Comment voulez-vous obtenir
une juste représentation des compétences et des sensibilités (sans parler de la
parité et des diversités) aux places éligibles des listes par un processus de
primaires internes ?! Un tel processus conduirait sans nul doute à une
distribution reflétant surtout le poids démographique des différentes
catégories, avec "prime aux majoritaires", et excluant de fait les
"petits" (certains écologistes, les nouveaux arrivants en politique
sans réseaux internes, etc) qui recèlent pourtant d'excellentes compétences
(elles ne sont pas -encore- toutes parties...). Entendons-nous bien : je ne
suis pas favorable à une représentation proportionnelle des différentes
sensibilités à la manière d'un système à quotas. Mais il est clair que dans ce vivier
formidable que constituent ces catégories il y a des talents qu'il faudra
absolument mettre en avant (donc à des places éligibles sur les listes)

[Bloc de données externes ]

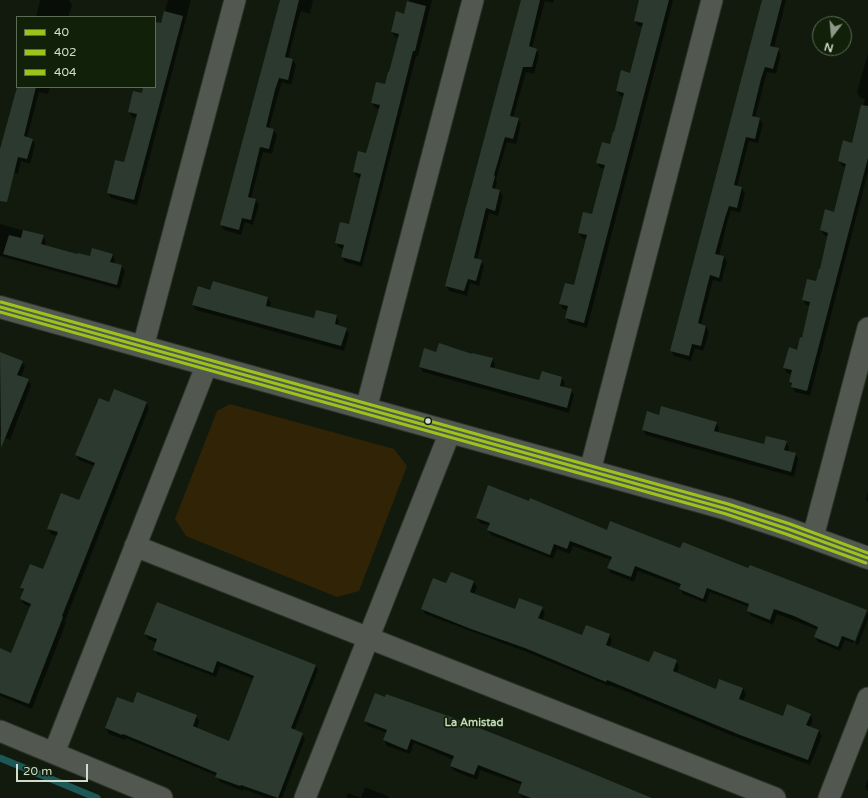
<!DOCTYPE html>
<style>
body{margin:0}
#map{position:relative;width:868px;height:798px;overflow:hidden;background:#121a0e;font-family:"Varela Round",sans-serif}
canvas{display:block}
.legend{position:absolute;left:16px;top:16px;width:140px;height:72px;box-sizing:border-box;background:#112008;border:1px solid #5e6b56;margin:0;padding:5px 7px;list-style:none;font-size:12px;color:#d1dccc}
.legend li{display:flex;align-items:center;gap:8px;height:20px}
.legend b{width:20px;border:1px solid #5e6b56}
.north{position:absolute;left:812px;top:16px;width:40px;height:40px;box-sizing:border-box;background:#112008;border:1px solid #5e6b56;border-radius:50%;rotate:196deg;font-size:11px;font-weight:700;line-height:16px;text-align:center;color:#d1dccc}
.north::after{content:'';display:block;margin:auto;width:14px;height:18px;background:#8e988a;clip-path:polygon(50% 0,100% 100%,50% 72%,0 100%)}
.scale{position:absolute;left:16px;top:764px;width:72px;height:18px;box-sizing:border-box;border:2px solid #d1dccc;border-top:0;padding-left:5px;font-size:12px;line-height:14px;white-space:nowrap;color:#d1dccc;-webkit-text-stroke:3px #112008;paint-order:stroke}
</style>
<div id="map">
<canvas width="868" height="798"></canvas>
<ul class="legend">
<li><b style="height:5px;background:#9cc31c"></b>40</li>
<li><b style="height:5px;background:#9cc31c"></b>402</li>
<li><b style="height:5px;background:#9cc31c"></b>404</li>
</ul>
<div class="north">N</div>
<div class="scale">20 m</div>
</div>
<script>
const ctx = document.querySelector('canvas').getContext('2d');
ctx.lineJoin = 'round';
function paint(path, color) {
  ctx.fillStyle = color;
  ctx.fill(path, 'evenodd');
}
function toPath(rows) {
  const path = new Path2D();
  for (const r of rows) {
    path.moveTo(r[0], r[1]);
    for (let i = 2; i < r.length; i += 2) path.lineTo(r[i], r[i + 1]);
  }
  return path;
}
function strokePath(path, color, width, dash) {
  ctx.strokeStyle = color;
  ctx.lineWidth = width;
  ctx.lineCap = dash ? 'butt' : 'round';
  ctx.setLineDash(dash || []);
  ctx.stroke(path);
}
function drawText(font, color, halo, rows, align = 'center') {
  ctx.font = font + ' "Varela Round",sans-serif';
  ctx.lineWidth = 3.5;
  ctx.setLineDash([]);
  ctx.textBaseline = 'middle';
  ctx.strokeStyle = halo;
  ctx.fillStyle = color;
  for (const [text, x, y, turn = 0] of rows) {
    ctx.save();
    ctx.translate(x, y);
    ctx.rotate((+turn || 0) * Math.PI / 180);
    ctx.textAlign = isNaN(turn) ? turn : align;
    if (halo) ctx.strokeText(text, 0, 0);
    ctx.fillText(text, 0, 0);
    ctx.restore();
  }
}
paint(toPath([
 [230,404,394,449,407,466,359,591,337,597,186,536,175,519,217,411]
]), '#312305');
paint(toPath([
 [40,0,69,0,72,5,68,17,36,17],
 [168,0,191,0,137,205,111,198,108,193,124,163,137,118,132,117,129,112,142,94,144,87,155,87,155,23,161,24],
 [281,0,313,0,310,14,301,11,297,24,288,59,293,60,296,65,291,85,282,82,278,95,269,128,274,130,277,135,272,154,263,152,251,199,256,200,259,205,253,225,245,222,241,235,224,230,221,224],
 [409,0,432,0,418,56,416,56,362,267,345,262,342,257,344,249,339,248,336,242,350,225,361,178,357,177,354,172,367,154,380,109,375,108,372,103,386,85,399,38,395,37,392,32,405,15],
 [522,0,554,0,553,3,545,1,532,48,536,50,539,55,534,74,526,72,513,118,518,119,521,124,516,144,507,142,496,180,497,182,495,190,500,191,503,196,498,216,489,213,477,260,481,261,484,266,479,286,470,283,467,296,449,291,446,286],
 [650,0,672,0,673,1,587,328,569,323,566,318,568,310,563,309,560,304,574,286,587,239,582,238,579,233,593,216,605,169,600,168,597,163,611,145,624,97,620,96,617,91,630,74,643,27,638,26,635,21],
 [763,0,786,0,774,48,778,49,781,55,776,74,767,72,755,118,760,119,763,124,758,143,749,141,737,187,742,188,745,193,740,213,731,210,727,223,719,256,724,257,727,262,721,282,713,280,701,325,706,326,709,332,703,351,695,348,691,361,674,356,671,350],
 [868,53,868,172,810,396,795,392,790,382,792,374,787,373,784,368,798,351,803,339,810,306,806,305,803,300,816,283,821,271,828,237,824,235,821,230,834,213,846,167,842,166,839,161,852,144,856,131,865,99,860,98,857,92],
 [17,87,50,87,48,94,39,92,27,138,32,139,35,145,30,164,21,161,18,174,0,168,0,153],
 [0,224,43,236,46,241,45,246,90,258,112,254,115,260,114,264,122,266,125,271,120,289,0,256],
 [210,291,268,298,271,303,269,308,315,320,336,316,339,321,338,326,346,329,349,334,344,351,196,310,193,305],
 [0,353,22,362,25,367,21,377,28,380,31,385,10,440,0,436],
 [437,353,473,355,492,359,495,364,494,369,540,381,562,378,565,383,563,388,571,390,574,395,569,413,423,372,420,367],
 [146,403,149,408,65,621,66,623,32,709,0,696,0,650,11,654,31,607,24,604,21,599,24,592,21,588,44,571,57,536,51,534,48,529,80,501,94,466,79,460,76,455,110,404],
 [647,412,659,416,716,423,719,428,718,433,764,445,786,442,789,447,788,452,796,454,798,459,794,477,646,435,643,430],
 [868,491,868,503,866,499],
 [477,518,608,531,681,549,749,570,866,611,868,614,868,619,858,645,855,644,867,613,865,613,853,643,845,640,840,651,818,642,815,637,818,630,777,614,773,625,751,616,748,611,749,607,710,592,706,603,683,594,680,589,681,587,638,571,634,582,611,573,608,568,611,560,573,546,570,554,557,549,553,559,491,535,488,530,490,526,480,523],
 [451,573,474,582,477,587,474,594,515,610,542,608,545,613,542,621,583,636,609,635,612,640,609,648,650,663,676,661,679,666,677,673,716,690,743,689,746,694,743,701,783,717,810,715,813,720,810,727,819,731,822,736,810,765,743,740,610,685,609,686,529,653,425,614,423,609,447,585],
 [145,634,315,665,318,670,294,731,302,734,305,739,282,798,266,798,244,789,243,791,220,782,217,776,126,738,125,740,109,734,106,728,134,705,196,716,199,721,197,728,230,742,254,679,220,666,216,677,158,655,155,649,157,643,148,639],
 [365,720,560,761,652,798,522,798,519,793,522,785,480,770,477,780,454,771,451,766,454,760,414,743,410,754,387,746,384,740,387,733,368,726],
 [868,779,868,792,865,787],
 [365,787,388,796,389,798,361,798],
 [348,793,361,798,346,798]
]), '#0007');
strokePath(toPath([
 [0,758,97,798]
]), '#1c5856', 7);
paint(toPath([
 [280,0,299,0,285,57,293,59,288,80,279,78,275,90,266,127,274,129,269,149,260,147,248,197,256,199,251,220,242,218,239,230,220,225],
 [521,0,540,0,529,46,537,49,532,67,523,67,510,116,519,118,513,139,505,137,494,175,495,176,492,188,500,190,495,211,486,208,474,258,482,260,476,281,468,279,464,291,445,286],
 [639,0,669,0,584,323,565,318,568,306,559,304,565,283,574,285,577,273,587,235,578,233,583,212,592,214,605,165,596,163,602,142,610,144,613,132,614,132,624,93,616,91,621,70,630,73,643,23,634,21],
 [762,0,782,0,770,46,779,48,773,69,765,67,761,79,752,116,760,118,755,139,746,137,734,185,742,187,737,208,729,206,725,218,715,254,724,256,719,278,710,275,698,323,706,326,701,346,692,344,689,356,670,351],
 [407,1,426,6,415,51,413,51,360,262,341,257,344,245,335,243,340,222,349,224,361,174,353,172,358,151,366,153,380,105,371,103,376,82,385,84,388,72,389,72,399,34,391,32,396,11,404,14],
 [164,11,183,16,134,200,107,193,115,160,124,162,132,133,137,114,128,112,133,91,142,93,143,87,155,87,155,22,161,23],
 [17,87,36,87,24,136,33,139,27,159,18,157,7,202,0,201,0,149],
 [861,105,868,106,868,158,807,391,791,387,792,383,789,382,792,370,783,368,789,347,797,350,800,337,802,338,810,302,802,300,807,279,816,281,819,269,820,269,828,233,820,230,825,209,834,212,846,164,838,161,843,140,852,143],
 [23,230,44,235,41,244,77,254,78,253,90,256,92,248,113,254,110,262,122,265,117,285,3,254,9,235,21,238],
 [213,281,268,297,266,306,314,318,316,310,337,315,335,324,347,328,341,346,192,305,198,286,210,290],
 [439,343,472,354,472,353,493,358,490,367,527,377,539,380,542,371,562,377,560,386,572,389,567,408,419,367,424,348,436,352],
 [0,352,23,361,17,375,29,379,1,448],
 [114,389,147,402,62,616,63,617,29,704,0,693,0,648,11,653,31,604,20,599,24,589,20,588,30,564,43,569,58,532,47,529,61,493,79,500,95,463,75,455,99,398,109,402],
 [661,406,717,422,714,431,764,444,766,436,787,441,784,450,796,453,791,472,642,430,647,411,659,415],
 [488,485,529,501,530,498,607,530,610,521,680,548,683,542,748,568,750,565,867,610,855,641,842,636,838,647,814,637,818,627,794,616,774,609,770,620,747,611,749,604,707,588,703,599,679,589,681,584,635,566,631,577,607,568,612,557,570,541,567,549,554,544,550,555,487,530,490,523,476,518],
 [451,572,474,581,470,592,515,609,519,598,543,607,538,618,582,635,586,625,610,634,606,645,649,662,654,651,677,660,673,671,716,689,719,679,743,688,739,699,783,716,787,704,811,714,806,725,819,730,808,760,740,735,607,680,606,682,525,648,471,629,421,609,433,578,446,583],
 [157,602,316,665,291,728,303,733,278,798,241,785,240,786,215,777,217,773,205,768,123,734,122,735,105,728,117,697,133,703,137,692,197,715,193,726,229,741,254,676,217,661,213,673,153,650,157,639,144,634],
 [375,693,385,697,386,694,454,718,560,760,652,798,531,798,518,793,522,782,478,765,474,775,450,766,454,756,411,739,407,750,383,740,387,730,364,721]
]), '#2b392e');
const street = toPath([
 [143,347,235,0],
 [366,409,473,0],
 [590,471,712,0],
 [813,537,868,328],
 [135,546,775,798],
 [0,731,162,798],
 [54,753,207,364],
 [305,798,450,432],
 [829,798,868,698]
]);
const secondary = toPath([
 [0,307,727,509,788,529,868,558]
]);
strokePath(street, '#2e342b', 23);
strokePath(secondary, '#2e342b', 24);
strokePath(street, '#52584f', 21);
strokePath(secondary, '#52584f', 22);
strokePath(toPath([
 [0,307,727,509,788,529,868,558]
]), '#9cc31c', 3);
strokePath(toPath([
 [0,312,726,514,786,534,866,563]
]), '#9cc31c', 3);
strokePath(toPath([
 [1,302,728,504,790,524,868,553]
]), '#9cc31c', 3);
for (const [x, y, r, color] of [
 [428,421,3.5,"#d1dccc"]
]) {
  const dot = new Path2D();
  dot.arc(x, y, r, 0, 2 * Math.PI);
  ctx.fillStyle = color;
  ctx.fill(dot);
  strokePath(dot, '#112008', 1.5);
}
drawText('bold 11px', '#c4d9ba', '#112008', [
 ["La Amistad",474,723]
]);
</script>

indépendamment des élus sortants et des catégories démographiquement
majoritaires dans le parti ; et je doute fortement que cela puisse se faire
simplement sur la base d'une élection interne sans intervention des
responsables nationaux.
Ces quelques éléments étant posés, je tiens à rappeler que je ne méprise ni ne néglige les processus internes participatifs. J'estime même qu'ils sont notre objectif à moyen terme, car ils sont indispensables à l'avènement d'une véritable démocratie en ce XXIème siècle. Dans l'intervalle, je prône un processus tel que défini par Sébastien Dugauguez il y a quelque temps.